Blowing the Whistle Update

I didn’t realize how much I was doing until the page number caught me off guard. I’ve already outlined 9pgs. of work and it hasn’t even hit the steamy scenes or dramatic build up. It’s either moving at a snail’s pace or I’ve over detailed. I believe it’s the latter but that will help in the end result. Still haven’t picked a place to set this story in but considering somewhere down south. The warmer climate will be a lot more fun for creative expression.

Officially wiped for the evening, more writing tomorrow. Pulling out my Kindle and enjoying a good read, Legends of Windemere: Beginning of a Hero By Charles E. Yallowitz. Night all!
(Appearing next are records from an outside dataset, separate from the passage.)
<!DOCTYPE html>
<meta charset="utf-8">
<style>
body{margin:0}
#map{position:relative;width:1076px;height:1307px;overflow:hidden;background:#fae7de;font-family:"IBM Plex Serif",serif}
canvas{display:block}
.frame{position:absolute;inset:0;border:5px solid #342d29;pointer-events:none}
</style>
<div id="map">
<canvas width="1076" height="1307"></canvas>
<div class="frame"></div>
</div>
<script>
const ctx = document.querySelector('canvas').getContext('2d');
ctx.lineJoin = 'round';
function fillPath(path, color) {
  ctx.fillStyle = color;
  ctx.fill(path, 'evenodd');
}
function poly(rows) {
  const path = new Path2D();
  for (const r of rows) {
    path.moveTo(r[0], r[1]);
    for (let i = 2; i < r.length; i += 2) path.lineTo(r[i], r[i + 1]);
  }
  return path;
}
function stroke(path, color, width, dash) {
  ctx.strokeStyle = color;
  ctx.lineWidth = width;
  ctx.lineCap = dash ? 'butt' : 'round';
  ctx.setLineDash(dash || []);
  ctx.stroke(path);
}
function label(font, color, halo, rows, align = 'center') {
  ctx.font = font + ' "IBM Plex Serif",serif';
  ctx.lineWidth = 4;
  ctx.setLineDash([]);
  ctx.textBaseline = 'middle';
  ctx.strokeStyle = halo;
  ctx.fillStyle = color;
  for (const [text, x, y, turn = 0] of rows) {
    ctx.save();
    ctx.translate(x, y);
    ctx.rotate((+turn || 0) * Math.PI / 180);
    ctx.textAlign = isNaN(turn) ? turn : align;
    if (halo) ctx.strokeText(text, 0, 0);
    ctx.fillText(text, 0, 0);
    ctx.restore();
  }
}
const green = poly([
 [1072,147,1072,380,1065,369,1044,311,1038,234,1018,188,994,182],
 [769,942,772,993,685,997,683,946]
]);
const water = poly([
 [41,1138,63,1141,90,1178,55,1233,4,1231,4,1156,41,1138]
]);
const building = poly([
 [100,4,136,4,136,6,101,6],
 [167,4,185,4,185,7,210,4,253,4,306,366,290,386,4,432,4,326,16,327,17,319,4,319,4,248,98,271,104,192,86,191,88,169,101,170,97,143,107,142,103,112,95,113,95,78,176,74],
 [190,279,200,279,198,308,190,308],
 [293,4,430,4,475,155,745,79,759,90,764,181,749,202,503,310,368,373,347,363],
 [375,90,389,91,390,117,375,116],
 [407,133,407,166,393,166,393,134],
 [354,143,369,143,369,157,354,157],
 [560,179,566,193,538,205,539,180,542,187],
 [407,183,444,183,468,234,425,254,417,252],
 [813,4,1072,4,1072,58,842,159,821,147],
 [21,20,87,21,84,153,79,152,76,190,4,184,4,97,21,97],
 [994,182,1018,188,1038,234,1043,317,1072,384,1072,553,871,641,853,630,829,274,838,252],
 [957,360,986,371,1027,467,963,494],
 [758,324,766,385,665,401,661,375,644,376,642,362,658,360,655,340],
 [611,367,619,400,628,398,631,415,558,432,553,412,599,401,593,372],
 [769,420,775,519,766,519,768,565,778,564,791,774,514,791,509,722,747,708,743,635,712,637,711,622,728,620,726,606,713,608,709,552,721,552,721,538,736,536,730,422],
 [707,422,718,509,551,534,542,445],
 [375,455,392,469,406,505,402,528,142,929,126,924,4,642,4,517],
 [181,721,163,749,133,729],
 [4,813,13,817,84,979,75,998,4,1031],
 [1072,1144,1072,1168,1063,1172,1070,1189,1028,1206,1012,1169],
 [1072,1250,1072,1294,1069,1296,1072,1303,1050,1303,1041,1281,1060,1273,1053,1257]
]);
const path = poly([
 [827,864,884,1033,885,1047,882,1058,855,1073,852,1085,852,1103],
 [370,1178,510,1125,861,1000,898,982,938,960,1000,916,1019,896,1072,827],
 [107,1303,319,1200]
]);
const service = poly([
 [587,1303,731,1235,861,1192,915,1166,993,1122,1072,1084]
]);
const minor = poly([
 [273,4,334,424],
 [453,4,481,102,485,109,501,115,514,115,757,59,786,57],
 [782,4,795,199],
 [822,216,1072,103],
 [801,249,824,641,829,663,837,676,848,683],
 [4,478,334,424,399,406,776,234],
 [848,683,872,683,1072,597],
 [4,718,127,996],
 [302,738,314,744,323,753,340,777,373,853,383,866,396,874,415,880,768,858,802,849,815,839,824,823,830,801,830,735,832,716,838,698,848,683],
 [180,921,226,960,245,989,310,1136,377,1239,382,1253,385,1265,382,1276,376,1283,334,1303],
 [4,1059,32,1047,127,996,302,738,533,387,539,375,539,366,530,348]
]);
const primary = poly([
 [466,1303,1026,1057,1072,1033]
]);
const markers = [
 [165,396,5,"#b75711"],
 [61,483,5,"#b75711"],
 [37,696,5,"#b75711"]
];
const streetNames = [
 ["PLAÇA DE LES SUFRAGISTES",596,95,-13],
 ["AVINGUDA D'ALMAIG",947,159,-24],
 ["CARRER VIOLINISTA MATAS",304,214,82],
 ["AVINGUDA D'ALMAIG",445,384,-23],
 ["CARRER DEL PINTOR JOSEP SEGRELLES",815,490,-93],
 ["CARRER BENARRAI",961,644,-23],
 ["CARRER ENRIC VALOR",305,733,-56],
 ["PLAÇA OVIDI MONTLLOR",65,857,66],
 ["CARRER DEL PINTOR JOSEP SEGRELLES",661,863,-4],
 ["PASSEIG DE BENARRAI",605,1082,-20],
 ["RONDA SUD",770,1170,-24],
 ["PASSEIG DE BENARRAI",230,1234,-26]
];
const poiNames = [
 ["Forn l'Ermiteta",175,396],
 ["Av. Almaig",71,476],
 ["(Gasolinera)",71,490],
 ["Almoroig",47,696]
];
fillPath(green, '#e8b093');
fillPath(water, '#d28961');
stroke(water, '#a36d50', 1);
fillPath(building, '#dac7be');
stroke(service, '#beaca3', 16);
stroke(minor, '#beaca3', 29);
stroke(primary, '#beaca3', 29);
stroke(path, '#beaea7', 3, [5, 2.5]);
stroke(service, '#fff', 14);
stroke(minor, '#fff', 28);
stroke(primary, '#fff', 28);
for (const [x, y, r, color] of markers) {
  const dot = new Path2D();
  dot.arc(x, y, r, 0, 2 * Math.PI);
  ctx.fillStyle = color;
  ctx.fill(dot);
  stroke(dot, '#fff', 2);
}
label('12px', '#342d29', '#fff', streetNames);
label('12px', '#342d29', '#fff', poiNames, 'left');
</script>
6 thoughts on “Blowing the Whistle Update

  1. slepsnor says:

    I get that. Sometimes it’s like a silent movie or sometimes I just get the noise with brief images. I have a friend who thinks in terms of video games. Everything seems to have a menu that he can fiddle with if he wants something else to happen.

    • mlnewman87 says:

      I wish I had some sort of control over it like that though. I start thinking a thought before I go into that dazed zone and the clips just happen whether I like it or not. My dreams are a constant movie, it never stops and every detail that is shown has a purpose.

      • slepsnor says:

        I prefer to let them ride along without my influence. I tend to think my subconscious has a better grip on things than the rest of me.

      • mlnewman87 says:

        I only mind when it takes a turn for the worst. Do you find yourself in the book? I keep causing my characters to do what I would do…not what they would do. Then I have to edit the scene to tailor it to them. It’s like the same repeat action and it’s driving me insane. I know not to do it but it keeps happening over and over. Any advice for breaking bad habits?

      • slepsnor says:

        Practice and a little self-awareness. Also, realizing what you’re doing and fix it in editing. I used to do that when I started and it took a few years of practice to make sure every character wasn’t me. Anything thing that helps is to write what I call ‘throw away’ scenes. These are simple scenes with the character in a situation suited to evolve their personality and explore their quirks. It won’t go into the story and you can delete it once you’re done, but it helps you get a better grip on what makes the character tick.

      • mlnewman87 says:

        I will give that a try. I don’t do many writing exercises and I know that that would help me become a better writer in the long run.